This is one story about Buddha’s compassion towards animals. This story is of his childhood when he was only a Prince. At that time his name was Siddhaarth.

One day the Prince Siddhaarth was playing on the grounds of his palace when a wounded water-bird fell at his feet. It had been shot by an arrow sent by his cousin, Devadatt, who was a great hunter.

As the bird lay there on the ground, Siddhaarth bent down and stroked the wounded bird with compassion, gently pulling out the arrow from its wound and tending it.

Soon his cousin also came looking for the bird, and when he saw it in Siddhaarth’s arms he said – “That bird belongs to me. I have killed it, give it to me.”

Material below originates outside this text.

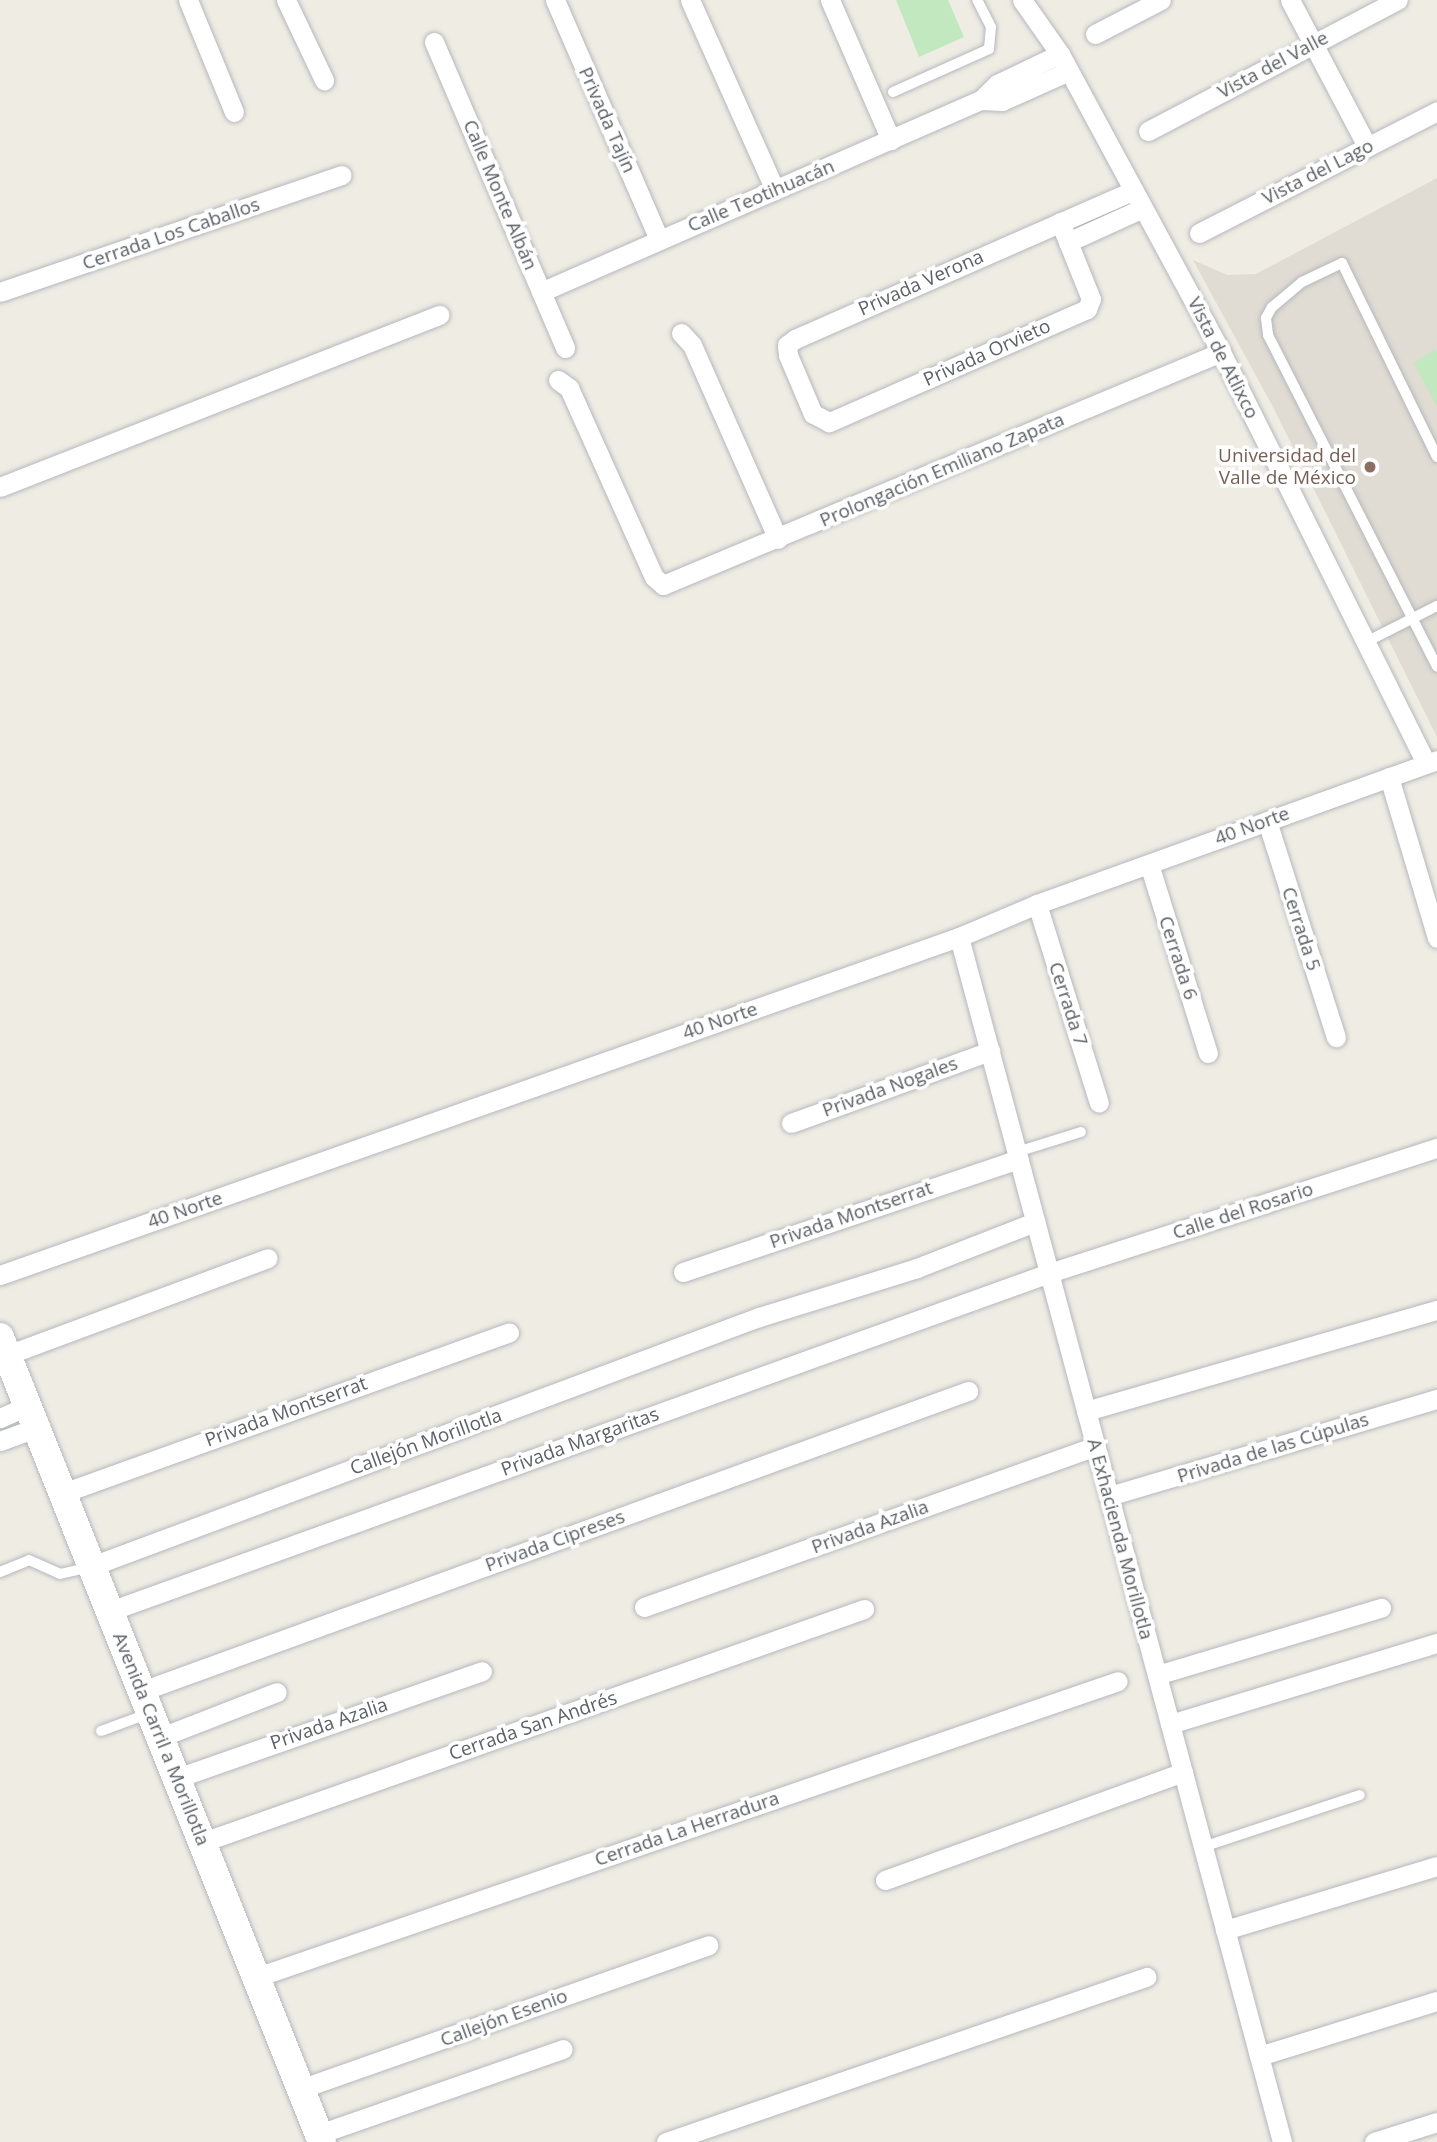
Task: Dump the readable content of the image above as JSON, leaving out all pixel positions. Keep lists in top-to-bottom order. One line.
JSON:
{"streets":{"street":["Vista del Valle","Privada Tajín","Vista del Lago","Calle Monte Albán","Calle Teotihuacán","Cerrada Los Caballos","Privada Verona","Privada Orvieto","Vista de Atlixco","Prolongación Emiliano Zapata","40 Norte","Cerrada 5","Cerrada 6","Cerrada 7","Privada Nogales","Calle del Rosario","Privada Montserrat","Callejón Morillotla","Privada Margaritas","Privada de las Cúpulas","Privada Azalia","A Exhacienda Morillotla","Privada Cipreses","Cerrada San Andrés","Avenida Carril a Morillotla","Cerrada La Herradura","Callejón Esenio"]},"crossings":[["Privada Tajín","Calle Teotihuacán"],["Calle Monte Albán","Calle Teotihuacán"],["Calle Teotihuacán","Vista de Atlixco"],["Privada Verona","Privada Orvieto"],["Privada Verona","Vista de Atlixco"],["Vista de Atlixco","Prolongación Emiliano Zapata"],["Vista de Atlixco","40 Norte"],["40 Norte","Cerrada 5"],["40 Norte","Cerrada 6"],["40 Norte","Cerrada 7"],["40 Norte","A Exhacienda Morillotla"],["Privada Nogales","A Exhacienda Morillotla"],["Calle del Rosario","Privada Margaritas"],["Calle del Rosario","A Exhacienda Morillotla"],["Privada Montserrat","A Exhacienda Morillotla"],["Privada Montserrat","Avenida Carril a Morillotla"],["Callejón Morillotla","A Exhacienda Morillotla"],["Callejón Morillotla","Avenida Carril a Morillotla"],["Privada Margaritas","A Exhacienda Morillotla"],["Privada Margaritas","Avenida Carril a Morillotla"],["Privada de las Cúpulas","A Exhacienda Morillotla"],["Privada Azalia","A Exhacienda Morillotla"],["Privada Azalia","Avenida Carril a Morillotla"],["Privada Cipreses","Avenida Carril a Morillotla"],["Cerrada San Andrés","Avenida Carril a Morillotla"],["Avenida Carril a Morillotla","Cerrada La Herradura"],["Avenida Carril a Morillotla","Callejón Esenio"]],"places":["Universidad del Valle de México"]}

The Prince refused to give it back to him saying that if he had killed that bird, he had saved it.
So they argued and argued about it, and when they could not decide whose bird it was, they decided to put the question to some wise men of the kingdom.

Some of them said – “The bird belongs to Devadatt because he saw it first and was able to bring it down.”
“No,” said some of the wisest, “It is still a living thing, and it should belong to the one who saves life – not to one who takes life. Give the bird to Siddhaarth, for he has saved its life and he is the one who cares for its life.”

Then the others realized that this was true that the “life saver” is greater than the “life taker”, and gave that water-bird to Siddhaarth, who kept it with him and looked after it with loving gentleness.
After the care of couple of days it became all right and started to fly again.
Siddhaarth was very happy to see it flying again. He let it fly.

This was only the beginning of the Buddha's long relationship to the animal world.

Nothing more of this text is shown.